I'm creating an API for a web service. There are a couple of endpoints in this API that require some time (lets say +5min) to compute, so I'm creating a prefetch system that will call in the background this endpoints every certain period of time and cache the results, when users call this endpoints, they will get the cached response without having to wait a lot of time. The functions that all this endpoints call will do three things:
- Make some external API calls to fetch raw data.
- Process the raw data (this is what takes a lot of time)
- Store the processed data in DB and return it
I'm having lots of issues with this endpoints, because every time this prefetch system goes down or has any issue, they get exposed to all users and if a user make a request and there is no cached response, then the endpoint will start the computation that takes a lot of time.
I'm not sure how should I handle this, I could add a parameter prefetch to only query and process the data if it is called from the prefetch system, otherwise just query the DB for the stored processed data, if there is no data in DB it will return an empty response, but I think this is way better than what happens now.
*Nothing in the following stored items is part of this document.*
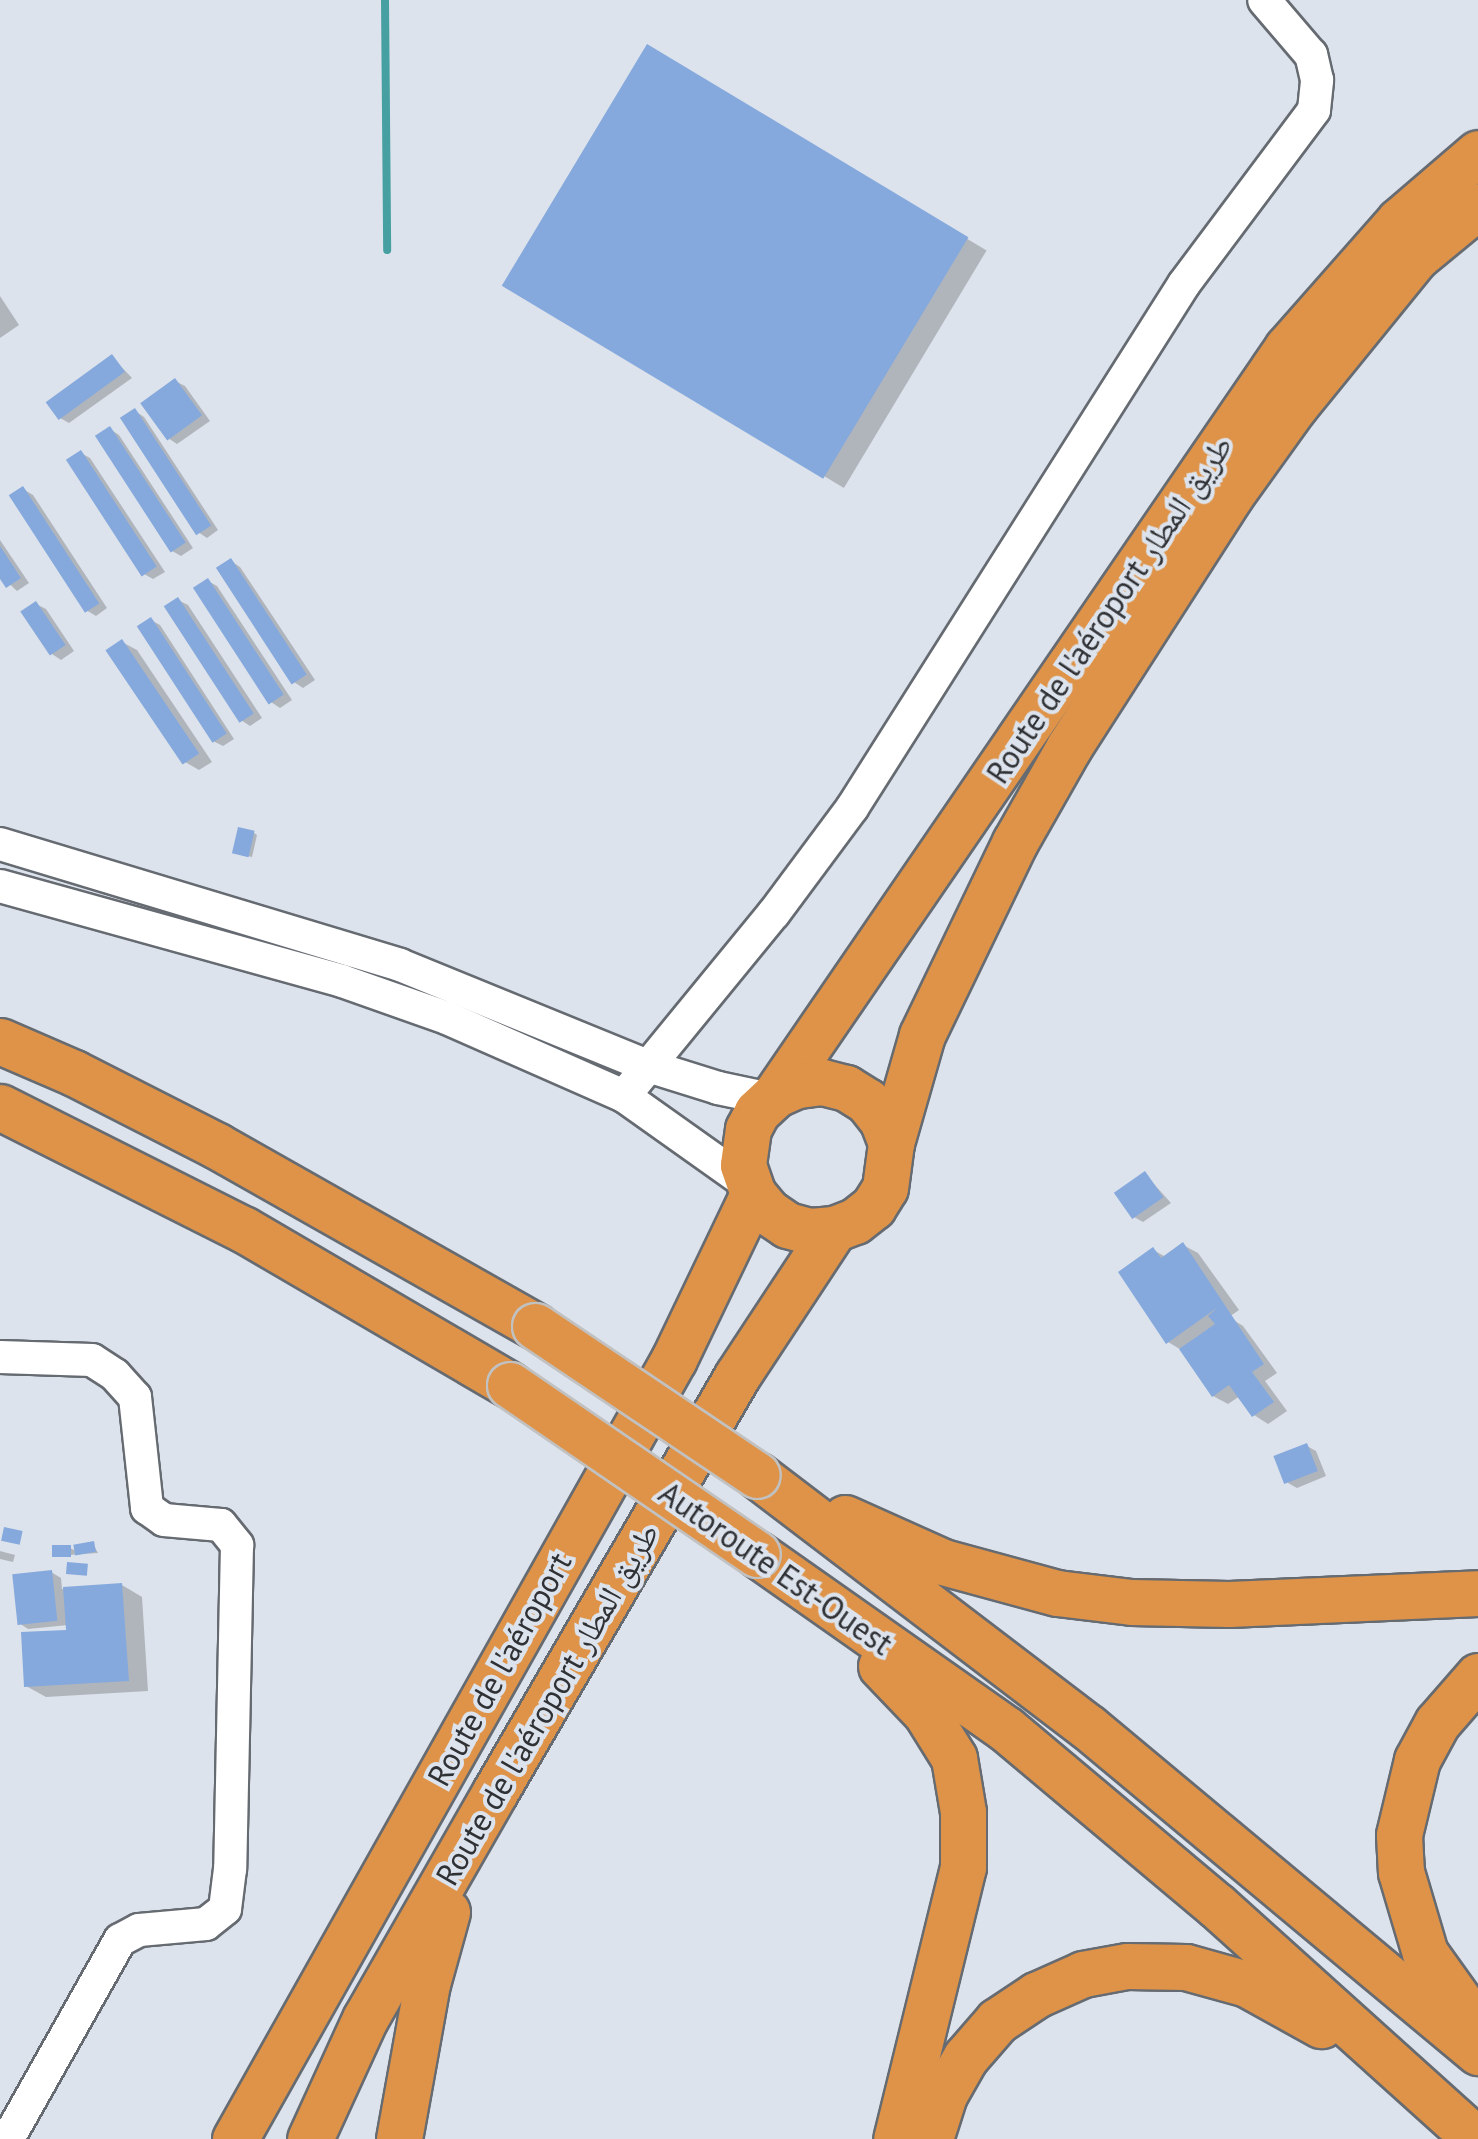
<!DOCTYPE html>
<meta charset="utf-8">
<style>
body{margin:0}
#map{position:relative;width:1478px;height:2139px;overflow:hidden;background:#dde3ec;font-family:"PT Sans","Noto Naskh Arabic",sans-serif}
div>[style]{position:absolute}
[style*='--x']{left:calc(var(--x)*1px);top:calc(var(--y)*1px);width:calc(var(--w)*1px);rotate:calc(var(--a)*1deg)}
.shadow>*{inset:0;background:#0003;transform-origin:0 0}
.stream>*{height:8px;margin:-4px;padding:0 4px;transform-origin:4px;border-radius:4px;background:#469fa0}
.building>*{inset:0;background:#85a9dc;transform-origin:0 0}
.roads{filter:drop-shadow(2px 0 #666b72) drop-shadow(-2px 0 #666b72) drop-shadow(0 2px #666b72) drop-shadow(0 -2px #666b72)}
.minor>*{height:32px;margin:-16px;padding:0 16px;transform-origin:16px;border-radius:16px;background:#fff}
.highway>*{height:45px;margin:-22.5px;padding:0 22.5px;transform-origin:22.5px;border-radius:22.5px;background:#de9348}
.bridges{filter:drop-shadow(2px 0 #c1c1c2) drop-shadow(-2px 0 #c1c1c2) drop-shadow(0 2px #c1c1c2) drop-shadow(0 -2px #c1c1c2)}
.highway-bridge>*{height:45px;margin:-22.5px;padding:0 22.5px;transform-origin:22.5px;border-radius:22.5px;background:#de9348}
span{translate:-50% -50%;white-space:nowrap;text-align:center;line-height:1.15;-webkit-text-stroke:8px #dde3ec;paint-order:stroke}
.street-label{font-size:32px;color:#2f3135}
</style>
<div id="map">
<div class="shadow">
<i style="left:648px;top:47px;width:395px;height:277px;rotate:31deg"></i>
<i style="clip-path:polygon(0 296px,19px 325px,0 338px)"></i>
<i style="clip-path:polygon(112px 357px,132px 378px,69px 423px,60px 418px)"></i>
<i style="clip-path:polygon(175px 381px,185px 386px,210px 421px,177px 444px,168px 438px)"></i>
<i style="clip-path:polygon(135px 411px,144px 417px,218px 530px,207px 538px,198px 532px)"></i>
<i style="clip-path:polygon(110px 429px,119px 435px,193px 548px,181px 556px,172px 551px)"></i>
<i style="clip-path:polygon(81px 453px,90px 458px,165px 572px,153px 579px,144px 574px)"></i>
<i style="clip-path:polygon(23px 489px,33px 495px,107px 608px,96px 616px,86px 610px)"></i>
<i style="clip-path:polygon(0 540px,29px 583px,17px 591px,0 575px)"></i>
<i style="clip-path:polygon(231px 561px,240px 567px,315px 680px,303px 688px,294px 682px)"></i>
<i style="clip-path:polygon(208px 581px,217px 586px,292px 700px,280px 708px,271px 702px)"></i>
<i style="clip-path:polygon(178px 600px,188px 605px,262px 718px,250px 726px,241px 720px)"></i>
<i style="clip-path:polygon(36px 604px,46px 609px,74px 651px,61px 660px,52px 654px)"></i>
<i style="clip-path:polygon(151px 620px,160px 625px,234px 739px,223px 746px,213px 741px)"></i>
<i style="clip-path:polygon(122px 642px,137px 650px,212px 762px,199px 770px,185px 762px)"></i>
<i style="clip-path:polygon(254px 833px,257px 835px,252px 857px,238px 854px)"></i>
<i style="clip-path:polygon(1145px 1174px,1171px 1203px,1143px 1222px,1134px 1217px)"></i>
<i style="clip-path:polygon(1183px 1245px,1198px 1253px,1239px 1310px,1229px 1317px,1243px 1326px,1277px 1373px,1265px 1381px,1287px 1411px,1268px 1424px,1254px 1415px,1240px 1396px,1228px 1404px,1213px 1396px,1183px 1351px,1168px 1342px,1153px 1250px,1166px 1257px)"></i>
<i style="clip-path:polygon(1307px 1446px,1316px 1451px,1326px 1476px,1297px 1488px,1288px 1483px)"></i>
<i style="clip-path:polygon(93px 1544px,98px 1553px,55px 1556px,70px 1548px,78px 1552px)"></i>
<i style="clip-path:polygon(0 1551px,15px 1555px,13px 1562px,0 1559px)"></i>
<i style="clip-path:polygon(51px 1572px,61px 1578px,62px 1589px,122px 1585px,142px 1597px,148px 1691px,46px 1697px,26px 1686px,69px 1632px,68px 1625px,28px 1629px,19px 1623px)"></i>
</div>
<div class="stream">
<i style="--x:385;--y:0;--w:250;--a:89.5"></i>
</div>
<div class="building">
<i style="left:647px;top:44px;width:375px;height:282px;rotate:31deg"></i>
<i style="left:112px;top:354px;width:22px;height:82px;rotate:54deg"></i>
<i style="left:175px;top:378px;width:46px;height:43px;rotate:54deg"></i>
<i style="left:135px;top:408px;width:140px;height:18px;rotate:57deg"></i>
<i style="left:110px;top:426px;width:139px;height:18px;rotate:57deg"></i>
<i style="left:81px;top:450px;width:139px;height:18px;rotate:57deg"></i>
<i style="left:23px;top:486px;width:140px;height:17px;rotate:57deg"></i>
<i style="clip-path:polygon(0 546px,21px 578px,6px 588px,0 579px)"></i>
<i style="left:231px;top:558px;width:139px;height:18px;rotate:57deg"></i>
<i style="left:208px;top:578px;width:139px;height:18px;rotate:57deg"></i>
<i style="left:178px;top:597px;width:139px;height:17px;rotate:57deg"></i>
<i style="left:36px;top:601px;width:53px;height:19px;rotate:56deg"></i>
<i style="left:151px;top:617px;width:139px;height:17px;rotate:57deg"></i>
<i style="left:122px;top:639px;width:138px;height:20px;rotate:56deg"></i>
<i style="left:238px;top:827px;width:17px;height:27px;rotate:13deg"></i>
<i style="left:1145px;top:1171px;width:32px;height:38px;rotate:55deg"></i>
<i style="clip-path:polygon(1183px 1242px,1264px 1364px,1252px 1372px,1274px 1402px,1252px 1417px,1229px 1385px,1212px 1397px,1179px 1349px,1215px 1324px,1208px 1316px,1218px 1307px,1166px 1344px,1118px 1272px,1153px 1247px,1161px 1258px)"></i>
<i style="left:1307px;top:1443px;width:30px;height:36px;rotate:69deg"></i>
<i style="left:4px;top:1527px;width:19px;height:14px;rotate:12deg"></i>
<i style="left:94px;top:1541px;width:11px;height:21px;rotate:80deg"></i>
<i style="left:71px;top:1545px;width:12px;height:19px;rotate:90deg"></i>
<i style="left:67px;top:1562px;width:21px;height:12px;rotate:5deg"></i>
<i style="left:52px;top:1570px;width:51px;height:40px;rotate:84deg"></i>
<i style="clip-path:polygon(122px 1583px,129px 1681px,24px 1687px,21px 1632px,66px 1630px,63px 1587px)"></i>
</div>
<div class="roads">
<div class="minor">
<i style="--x:0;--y:844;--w:418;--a:16.8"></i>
<i style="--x:400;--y:965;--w:268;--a:22.2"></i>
<i style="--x:648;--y:1066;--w:73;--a:17.4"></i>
<i style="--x:718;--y:1088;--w:53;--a:11.9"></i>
<i style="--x:0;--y:886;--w:355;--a:15.5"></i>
<i style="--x:342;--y:981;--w:111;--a:19.4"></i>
<i style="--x:447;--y:1018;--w:193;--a:23.8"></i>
<i style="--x:624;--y:1096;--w:152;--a:35.4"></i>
<i style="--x:624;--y:1096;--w:237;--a:-50.7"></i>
<i style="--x:774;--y:913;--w:131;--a:-53.4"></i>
<i style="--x:852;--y:808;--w:620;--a:-57.64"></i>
<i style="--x:1184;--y:284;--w:217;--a:-53.2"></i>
<i style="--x:1314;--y:110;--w:30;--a:-84"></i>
<i style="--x:1317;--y:80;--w:26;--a:-103"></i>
<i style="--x:1311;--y:55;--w:72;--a:-130.5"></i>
<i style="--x:0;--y:1357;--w:92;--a:1.9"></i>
<i style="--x:92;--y:1360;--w:27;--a:33"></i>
<i style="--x:115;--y:1375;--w:30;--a:48"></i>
<i style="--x:135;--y:1397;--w:112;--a:83.8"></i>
<i style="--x:147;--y:1508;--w:21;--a:35"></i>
<i style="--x:164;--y:1520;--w:57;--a:5"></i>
<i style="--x:221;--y:1525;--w:26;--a:51"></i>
<i style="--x:237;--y:1545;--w:324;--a:91.2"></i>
<i style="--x:230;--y:1869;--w:40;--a:97.1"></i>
<i style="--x:225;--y:1909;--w:24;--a:142"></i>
<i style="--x:206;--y:1924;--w:67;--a:174.9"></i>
<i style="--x:139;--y:1930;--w:21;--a:152"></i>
<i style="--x:120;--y:1940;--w:228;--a:119.4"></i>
</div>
<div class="highway">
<i style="--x:0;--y:1041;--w:81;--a:23.4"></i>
<i style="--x:74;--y:1073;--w:161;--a:27"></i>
<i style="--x:217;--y:1146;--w:365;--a:29.5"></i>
<i style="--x:775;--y:1095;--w:906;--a:-55.57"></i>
<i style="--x:1287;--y:348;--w:169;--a:-48.6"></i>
<i style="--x:1399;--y:221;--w:104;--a:-40.7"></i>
<i style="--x:0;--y:1107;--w:272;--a:26.7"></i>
<i style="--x:243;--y:1229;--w:309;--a:30.3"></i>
<i style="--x:891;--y:1143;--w:25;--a:-111"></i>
<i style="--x:882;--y:1120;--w:24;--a:-128"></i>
<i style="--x:867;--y:1101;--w:25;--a:-148"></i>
<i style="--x:846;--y:1088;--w:25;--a:-166"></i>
<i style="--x:822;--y:1082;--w:25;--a:173"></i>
<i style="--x:797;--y:1085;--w:24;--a:156"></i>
<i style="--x:775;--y:1095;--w:25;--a:137"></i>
<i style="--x:757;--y:1112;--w:19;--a:118"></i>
<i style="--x:748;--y:1129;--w:36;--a:98"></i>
<i style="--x:743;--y:1165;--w:31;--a:71"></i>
<i style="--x:753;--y:1194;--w:23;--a:50"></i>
<i style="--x:768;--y:1212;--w:23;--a:34"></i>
<i style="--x:787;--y:1225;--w:24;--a:15"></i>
<i style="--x:810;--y:1231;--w:24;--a:-5"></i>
<i style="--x:834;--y:1229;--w:22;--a:-21"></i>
<i style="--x:855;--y:1221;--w:23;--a:-38"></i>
<i style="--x:873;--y:1207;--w:22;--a:-58"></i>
<i style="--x:885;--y:1188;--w:45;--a:-82.4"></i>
<i style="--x:891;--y:1143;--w:112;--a:-74"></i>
<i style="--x:922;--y:1035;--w:214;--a:-64.3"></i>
<i style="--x:1015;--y:842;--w:109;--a:-60.4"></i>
<i style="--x:1069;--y:747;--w:298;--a:-57.3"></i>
<i style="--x:1230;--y:496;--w:110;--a:-54.3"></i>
<i style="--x:1294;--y:407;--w:193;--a:-50.9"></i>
<i style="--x:1416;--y:257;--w:80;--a:-39.4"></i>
<i style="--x:757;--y:1475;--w:416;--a:37.3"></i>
<i style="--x:1088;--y:1727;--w:508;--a:39.81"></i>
<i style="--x:845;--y:1518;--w:107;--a:24.2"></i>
<i style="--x:943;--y:1562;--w:118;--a:15.2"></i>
<i style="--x:1057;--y:1593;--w:75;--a:6.9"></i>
<i style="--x:1131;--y:1602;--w:98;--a:1.2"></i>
<i style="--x:1229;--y:1604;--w:249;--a:-2.5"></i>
<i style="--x:757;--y:1554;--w:304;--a:35.1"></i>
<i style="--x:1006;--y:1729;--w:275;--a:40"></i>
<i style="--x:1217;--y:1906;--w:348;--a:42"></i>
<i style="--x:881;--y:1666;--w:65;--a:46.2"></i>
<i style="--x:926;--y:1713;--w:53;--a:58.1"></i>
<i style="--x:954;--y:1758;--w:55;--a:80.5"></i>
<i style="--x:963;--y:1812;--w:55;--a:90"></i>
<i style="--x:963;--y:1867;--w:280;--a:103.8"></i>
<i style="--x:1478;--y:1676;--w:62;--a:131.1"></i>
<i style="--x:1437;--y:1723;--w:42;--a:118.4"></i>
<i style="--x:1417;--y:1760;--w:77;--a:103.5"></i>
<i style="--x:1399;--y:1835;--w:37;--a:87"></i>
<i style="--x:1401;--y:1872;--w:84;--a:73.5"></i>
<i style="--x:1425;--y:1953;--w:91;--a:54.4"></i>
<i style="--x:235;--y:2139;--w:895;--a:-60.63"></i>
<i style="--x:674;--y:1359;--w:183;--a:-64.4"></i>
<i style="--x:310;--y:2139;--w:132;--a:-65.4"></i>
<i style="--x:365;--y:2019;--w:262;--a:-60.2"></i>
<i style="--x:495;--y:1792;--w:481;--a:-59.8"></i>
<i style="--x:737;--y:1376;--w:176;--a:-56.6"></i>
<i style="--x:399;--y:2139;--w:158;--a:-79.8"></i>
<i style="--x:427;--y:1984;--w:75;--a:-74.5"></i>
<i style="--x:930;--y:2139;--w:46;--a:-72.3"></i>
<i style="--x:944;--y:2095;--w:43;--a:-60.4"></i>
<i style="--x:965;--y:2058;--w:49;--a:-49.1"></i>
<i style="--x:997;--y:2021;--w:47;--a:-33.7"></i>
<i style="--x:1036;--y:1995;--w:51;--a:-24.1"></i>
<i style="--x:1083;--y:1974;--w:45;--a:-10.3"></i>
<i style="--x:1127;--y:1966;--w:59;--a:1"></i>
<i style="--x:1186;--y:1967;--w:63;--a:15.6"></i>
<i style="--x:1247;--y:1984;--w:85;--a:29"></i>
</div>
</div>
<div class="bridges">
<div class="highway-bridge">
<i style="--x:535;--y:1326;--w:267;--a:33.9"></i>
<i style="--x:510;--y:1385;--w:299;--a:34.4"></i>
</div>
</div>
<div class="street-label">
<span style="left:1109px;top:609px;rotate:-56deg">Route de l'aéroport طريق المطار</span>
<span style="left:776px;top:1568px;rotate:35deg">Autoroute Est-Ouest</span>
<span style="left:499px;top:1669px;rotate:-61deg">Route de l'aéroport</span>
<span style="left:547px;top:1704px;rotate:-60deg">Route de l'aéroport طريق المطار</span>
</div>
</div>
Here is an example of the function for a given endpoint in Python:
@cache
def calculate_weather():
    # Call some APIs and do some operations
    # Store the processed data in DB
    # return the processed data
This is what I have in mind doing:
@cache
def calculate_weather(prefetch):
    if prefetch:
        # Call some APIs and do some operations
        # Store the processed data in DB
    else:
        # Get the processed data from DB
    # return the processed data
In this second example, the function that the API endpoint calls would have a boolean parameter prefetch, that will only be equal to True when the function is called form the prefetch system.
I think this would solve in the sort term this issue, but maybe I can do something else, any suggestions?